Fig. 2. Enrichment of BAF increases nucleosome eviction.

a, Comparison of chromatin structure and chromatin accessibility by means of S5P CUTAC fragment size distribution over peaks (promoter and enhancer NDR spaces) in cells treated with DMSO (control) and Flavopiridol. Peaks were called with DMSO control. b, Heatmaps comparing nucleosomal (≥150-bp reads) and subnucleosomal (≤120-bp reads) protection by BAF (BRG1 CUT&RUN) and BAF-associated histones (BRG1 CUT&RUN.ChIP) in untreated (DMSO control) cells.
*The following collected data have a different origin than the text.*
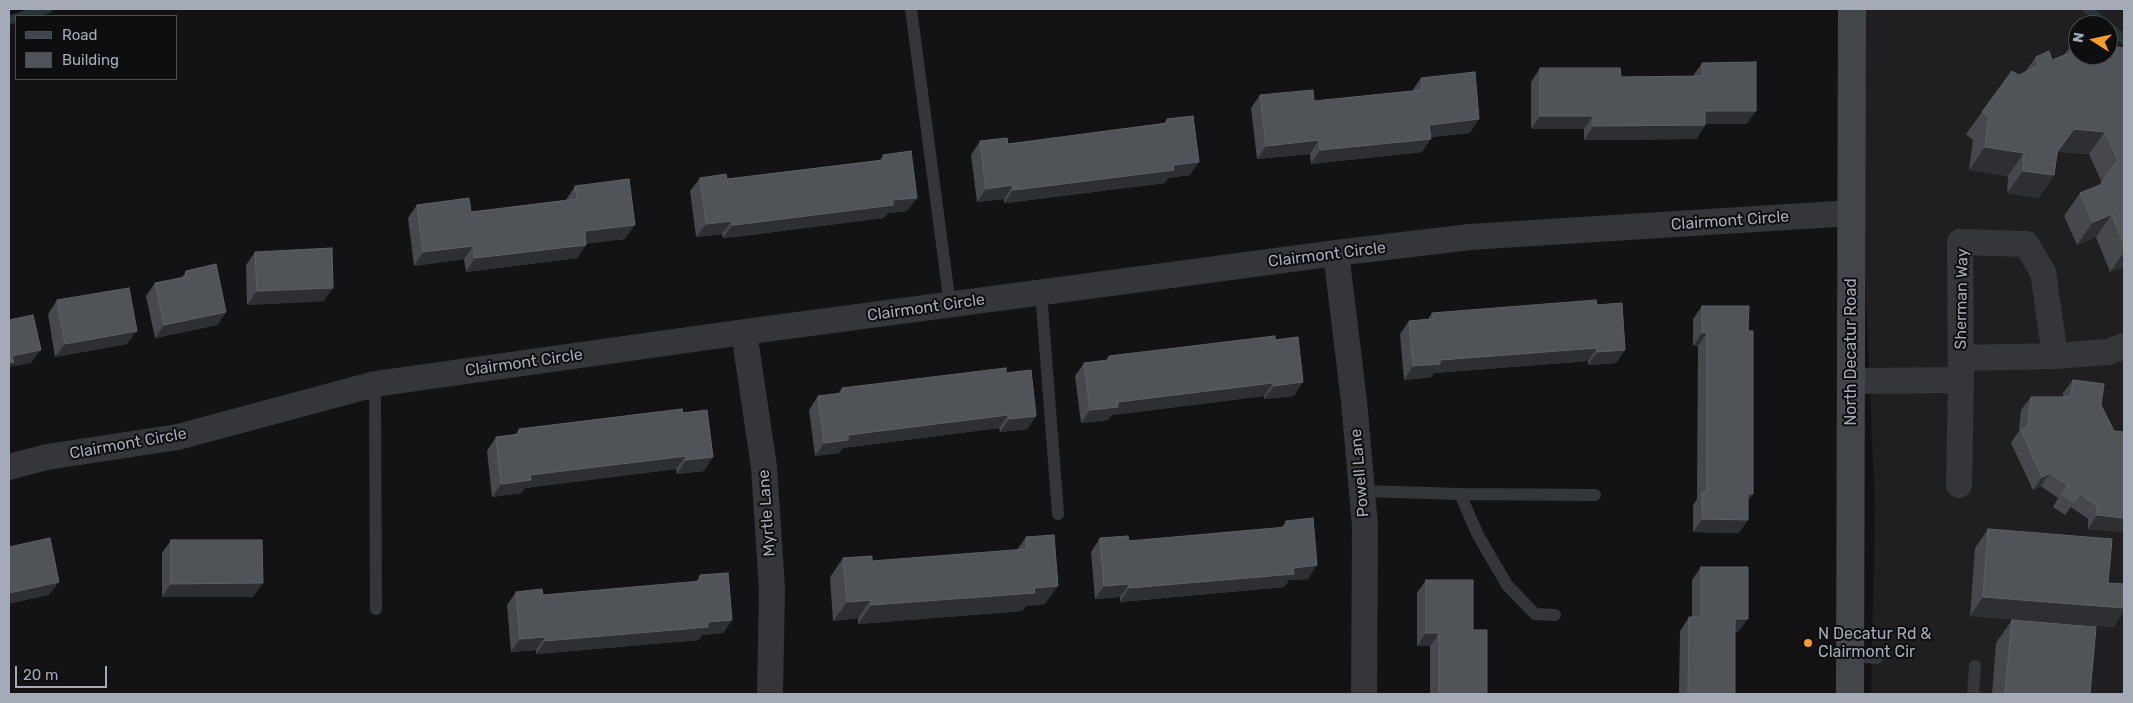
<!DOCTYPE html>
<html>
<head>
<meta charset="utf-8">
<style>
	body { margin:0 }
	#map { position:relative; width:2133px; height:703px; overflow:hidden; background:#131315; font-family:Rubik,sans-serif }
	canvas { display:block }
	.frame { position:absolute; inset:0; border:10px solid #a4abb6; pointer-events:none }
	.legend { position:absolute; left:15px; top:15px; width:162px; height:65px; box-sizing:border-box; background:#0e0e10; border:1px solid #4a4d52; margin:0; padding:6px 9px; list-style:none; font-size:15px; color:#a4abb6 }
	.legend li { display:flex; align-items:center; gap:10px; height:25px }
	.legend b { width:25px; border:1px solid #4a4d52 }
	.north { position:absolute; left:2068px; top:15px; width:50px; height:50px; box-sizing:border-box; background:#0e0e10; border:1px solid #4a4d52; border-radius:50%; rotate:280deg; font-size:14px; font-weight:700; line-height:20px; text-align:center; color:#a4abb6 }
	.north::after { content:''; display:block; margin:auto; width:18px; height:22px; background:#fa9c26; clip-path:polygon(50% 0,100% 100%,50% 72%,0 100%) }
	.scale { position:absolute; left:15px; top:666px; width:92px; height:22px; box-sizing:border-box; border:2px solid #a4abb6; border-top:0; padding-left:6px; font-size:15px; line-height:18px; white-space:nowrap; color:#a4abb6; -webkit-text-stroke:4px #0e0e10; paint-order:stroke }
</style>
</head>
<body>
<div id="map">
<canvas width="2133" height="703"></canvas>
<div class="frame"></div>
<ul class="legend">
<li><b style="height:6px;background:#42454a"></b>Road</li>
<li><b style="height:14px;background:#505358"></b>Building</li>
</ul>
<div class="north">N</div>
<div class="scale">20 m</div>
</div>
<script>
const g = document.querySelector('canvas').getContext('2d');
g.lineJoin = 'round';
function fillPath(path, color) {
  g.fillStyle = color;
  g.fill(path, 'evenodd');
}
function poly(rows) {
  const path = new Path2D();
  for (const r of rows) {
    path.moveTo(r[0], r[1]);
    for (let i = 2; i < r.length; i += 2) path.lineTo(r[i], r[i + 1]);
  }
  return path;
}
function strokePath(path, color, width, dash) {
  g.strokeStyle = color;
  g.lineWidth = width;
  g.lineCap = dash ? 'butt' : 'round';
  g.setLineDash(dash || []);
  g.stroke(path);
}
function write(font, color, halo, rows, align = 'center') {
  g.font = font + ' Rubik,sans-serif';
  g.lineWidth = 4;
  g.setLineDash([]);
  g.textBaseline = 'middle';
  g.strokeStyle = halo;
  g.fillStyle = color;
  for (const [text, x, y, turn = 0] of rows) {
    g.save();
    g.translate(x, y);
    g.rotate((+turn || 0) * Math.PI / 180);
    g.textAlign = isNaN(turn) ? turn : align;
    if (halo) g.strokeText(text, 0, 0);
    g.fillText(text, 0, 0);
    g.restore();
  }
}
fillPath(poly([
	[1854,9,2124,9,2124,694,1871,694,1875,508],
	[2078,25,2108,25,2108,55,2078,55]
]), '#1f1f22');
strokePath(poly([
	[2087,9,2107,25],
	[21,16,48,9],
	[9,20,16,18],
	[2108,26,2124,40]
]), '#293439', 9);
strokePath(poly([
	[911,9,950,305],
	[1041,292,1058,514],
	[375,384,376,609],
	[1362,491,1460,494,1478,535,1507,585,1535,614,1555,615],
	[1460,494,1595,495],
	[1850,656,1877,658],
	[1973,694,1975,666]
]), '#34363a', 12);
strokePath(poly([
	[1336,253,1354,401,1365,526,1364,694],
	[744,332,764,467,772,589,770,694],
	[1961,358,2055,356],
	[1851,381,1961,380,1960,242,2026,244,2043,272,2055,356,2108,352,2124,346],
	[9,467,47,457,178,437,375,384,744,332,1336,253,1470,237,1852,213],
	[1959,485,1961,380]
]), '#34363a', 26);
strokePath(poly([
	[1850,694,1852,9]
]), '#42454a', 28);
fillPath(poly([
	[2074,42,2124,57,2124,267,2110,272,2096,237,2077,245,2064,216,2080,193,2100,185,2102,183,2089,154,2058,152,2054,175,2038,198,2007,193,2008,176,1969,170,1973,140,1966,134,1982,112,2025,72,2036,57,2052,60,2064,55],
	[1702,63,1747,124,1705,124,1705,125,1696,139,1584,140,1584,129,1531,129,1531,82,1540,68,1621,77,1693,76],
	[1421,78,1470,133,1431,137,1422,152,1311,164,1310,154,1257,159,1251,108,1260,95,1314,101,1412,91],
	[1167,119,1190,175,1168,178,1165,183,1014,202,1004,203,1004,199,977,202,971,155,980,141,1008,144,1164,124],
	[883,155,917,198,907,211,888,213,884,218,734,237,723,238,722,234,696,237,690,191,700,178,727,179,880,160],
	[575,186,625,239,586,243,586,245,577,258,466,272,464,259,414,266,408,218,417,205,471,212,566,200],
	[255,252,324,301,247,305,246,265],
	[186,271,226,312,217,325,155,338,146,296,155,283,182,277],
	[57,300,127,344,55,357,48,314],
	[1597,305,1616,363,1588,365,1588,361,1434,373,1431,377,1404,380,1400,334,1409,321,1428,319,1432,313],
	[1702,306,1748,331,1753,494,1748,500,1739,533,1693,532,1693,505,1697,499,1698,346,1693,346,1693,319],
	[1275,340,1294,396,1264,399,1264,396,1112,415,1108,420,1081,423,1075,376,1084,363,1106,360,1109,356],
	[1006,373,1036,416,1027,429,1000,432,999,428,843,448,839,453,815,456,809,410,818,396,838,394,842,388],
	[2073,380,2101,405,2124,532,2088,529,2088,519,2071,507,2065,515,2053,507,2058,498,2041,486,2033,490,2011,443,2019,431,2021,410,2031,397,2063,397,2063,393],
	[683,413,704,471,677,474,676,469,525,488,521,493,492,497,487,451,496,437,515,435,519,429],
	[1286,521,1308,579,1289,580,1284,587,1120,602,1120,597,1095,599,1091,552,1100,538,1129,541,1281,528],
	[1988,529,2108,583,2124,584,2124,611,2113,627,1970,616,1975,548],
	[1026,537,1045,604,1026,606,1022,611,858,624,858,618,833,621,830,577,843,558,872,561,1017,550],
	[171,540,253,597,162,597,162,553],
	[1701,567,1738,632,1735,632,1735,694,1679,694,1680,631,1689,617,1692,617,1692,580],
	[700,575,732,620,723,633,702,635,699,640,536,654,536,650,511,652,507,605,516,592,543,595,696,582],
	[1426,580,1473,630,1487,694,1430,694,1430,646,1417,646,1417,593],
	[2012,620,2090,694,1992,694,1996,643]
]), '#46484d');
fillPath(poly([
	[1705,111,1756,111,1747,124,1696,124],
	[1540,116,1593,116,1584,129,1531,129],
	[1479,119,1470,133,1420,138,1429,125],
	[1705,125,1696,139,1584,140,1593,126],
	[2074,129,2105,132,2089,154,2058,152,2043,173,2054,175,2038,198,2007,193,2023,171],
	[1431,139,1422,152,1311,164,1320,150],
	[1319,140,1310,154,1257,159,1266,146],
	[1985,147,2024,153,2008,176,1969,170],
	[1199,162,1190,175,1168,178,1165,183,1004,203,1013,190],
	[1013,185,1004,199,977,202,986,189],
	[917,198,907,211,888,213,884,218,723,238,732,225,893,200],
	[2112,214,2096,237,2077,245,2093,222],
	[732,221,722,234,696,237,706,224],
	[635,225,625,239,576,245,585,231],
	[586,245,577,258,466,272,475,258],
	[473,246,464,259,414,266,423,252],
	[2124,252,2124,267,2110,272],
	[333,288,324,301,247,305,257,291],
	[226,312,217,325,155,338,164,325],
	[137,331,127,344,55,357,65,344],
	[1702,333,1707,333,1698,346,1693,346],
	[1597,348,1588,361,1434,373,1431,377,1404,380,1413,366,1440,360],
	[41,350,31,363,10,367,9,369,9,360,12,356],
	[1625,350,1616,363,1588,365,1597,352],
	[1303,382,1294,396,1264,399,1274,386],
	[1273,383,1264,396,1112,415,1108,420,1081,423,1090,410,1118,402],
	[1008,415,999,428,843,448,839,453,815,456,824,443,848,435],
	[1036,416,1027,429,1000,432,1009,419],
	[686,456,676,469,525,488,521,493,492,497,501,484,530,475],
	[713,457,704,471,677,474,686,460],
	[2050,473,2041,486,2033,490,2042,477],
	[1748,494,1753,494,1743,507],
	[2097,515,2124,518,2124,532,2088,529],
	[1702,519,1748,520,1739,533,1693,532],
	[1317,565,1308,579,1289,580,1284,587,1120,602,1129,588,1293,568],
	[59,582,49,595,9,604,9,593],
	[263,583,253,597,162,597,171,584],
	[1129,584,1120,597,1095,599,1104,586],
	[1058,586,1045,604,1026,606,1022,611,858,624,871,605],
	[1983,597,2124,608,2124,611,2113,627,1970,616],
	[871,600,858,618,833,621,847,602],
	[1735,619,1748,619,1738,632,1726,632],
	[732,620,723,633,702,635,699,640,536,654,545,641],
	[1426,633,1439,633,1430,646,1417,646],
	[545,637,536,650,511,652,520,639]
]), '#2d2f32');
const building = poly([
	[2074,42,2078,43,2078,55,2108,55,2108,46,2124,48,2124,244,2112,214,2093,222,2080,193,2100,185,2118,160,2105,132,2074,129,2057,152,2054,175,2023,171,2024,153,1985,147,1989,117,1982,112,2012,71,2019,75,2038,66,2036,57,2049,51,2052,60,2073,52,2074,42],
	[1756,62,1756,111,1705,111,1705,125,1593,126,1593,116,1540,116,1540,68,1620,68,1621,77,1703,76,1702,63,1756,62],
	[1475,72,1479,119,1429,125,1431,139,1320,150,1319,140,1266,146,1260,95,1313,90,1314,101,1422,90,1421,78,1475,72],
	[1193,116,1199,162,1173,165,1174,170,1023,189,1013,190,1013,185,986,189,980,141,1007,138,1008,144,1167,123,1167,119,1193,116],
	[911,151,917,198,893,200,893,205,743,224,732,225,732,221,706,224,700,178,726,174,727,179,884,160,883,155,911,151],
	[629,179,635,225,585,231,586,245,475,258,473,246,423,252,417,205,469,198,471,212,577,199,575,186,629,179],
	[332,248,333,288,257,291,255,252,332,248],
	[216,264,226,312,164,325,155,283,186,277,186,271,216,264],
	[129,288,137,331,65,344,57,300,129,288],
	[1596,300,1597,305,1622,303,1625,350,1597,352,1597,348,1440,360,1440,364,1413,366,1409,321,1433,319,1432,313,1596,300],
	[1702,306,1749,306,1748,331,1753,331,1753,494,1748,494,1748,520,1702,519,1702,492,1707,492,1707,333,1702,333,1702,306],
	[33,315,41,350,12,356,14,362,9,363,9,320,33,315],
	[1275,336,1275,340,1298,337,1303,382,1274,386,1273,383,1118,402,1118,407,1090,410,1084,363,1109,360,1109,356,1275,336],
	[1006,368,1006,373,1031,370,1036,416,1009,419,1008,415,848,435,848,440,824,443,818,396,843,393,842,388,1006,368],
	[2073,380,2104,384,2101,405,2114,431,2124,432,2124,518,2097,515,2097,506,2080,494,2074,502,2062,494,2068,485,2050,473,2042,477,2021,430,2028,426,2031,397,2071,397,2073,380],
	[682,409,683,413,707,410,713,457,686,460,686,456,530,475,531,480,501,484,496,437,520,434,519,429,682,409],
	[1313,518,1317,565,1293,568,1294,574,1129,588,1129,584,1104,586,1100,538,1128,536,1129,541,1286,527,1286,521,1313,518],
	[1988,529,2112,539,2108,583,2124,584,2124,608,1983,597,1988,529],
	[1054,535,1058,586,1034,588,1035,593,871,605,871,600,847,602,843,558,872,556,872,561,1027,549,1026,537,1054,535],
	[50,538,59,582,9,593,9,547,50,538],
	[171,540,262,540,263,583,171,584,171,540],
	[1701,567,1748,567,1748,619,1735,619,1735,694,1688,694,1689,617,1701,617,1701,567],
	[728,573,732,620,708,622,708,627,545,641,545,637,520,639,516,592,542,589,543,595,701,581,700,575,728,573],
	[1426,580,1473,580,1473,630,1487,630,1487,694,1439,694,1439,633,1426,633,1426,580],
	[2012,620,2096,627,2090,694,2005,694,2012,620]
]);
fillPath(building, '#505358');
strokePath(building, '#5d6167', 1);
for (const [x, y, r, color] of [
	[1808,643,5,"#fa9c26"]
]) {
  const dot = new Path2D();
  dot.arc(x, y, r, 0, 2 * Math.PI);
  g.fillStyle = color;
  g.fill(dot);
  strokePath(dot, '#0e0e10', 2);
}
write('16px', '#a4abb6', '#0e0e10', [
	["Clairmont Circle",1730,221,-4],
	["Clairmont Circle",1327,255,-7],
	["Sherman Way",1962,299,-89],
	["Clairmont Circle",926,308,-8],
	["North Decatur Road",1851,352,-90],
	["Clairmont Circle",524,363,-8],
	["Clairmont Circle",128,444,-10],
	["Powell Lane",1360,473,-95],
	["Myrtle Lane",767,513,-94]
]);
write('16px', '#a4abb6', '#0e0e10', [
	["N Decatur Rd &",1818,634],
	["Clairmont Cir",1818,652]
], 'left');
</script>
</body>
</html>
Heatmaps were plotted relative to S5P CUTAC summits and sorted by decreasing accessibility (CUTAC signal). CUT&RUN.ChIP heatmaps show enrichment over IgG isotype control (for ChIP). c,d, Enrichment of nucleosomal (≥150-bp, solid lines) and subnucleosomal (≤120-bp, broken lines) reads from BRG1 CUT&RUN and CUT&RUN.ChIP experiments, relative to S5P CUTAC summits, in DMSO- (c) or Flavopiridol-treated (d) cells. e, Flavopiridol treatment causes eviction of partially unwrapped nucleosomes through enrichment of BAF, leading to NDR persistence. All datasets are representative of at least two biological replicates. DMSO, dimethylsulfoxide.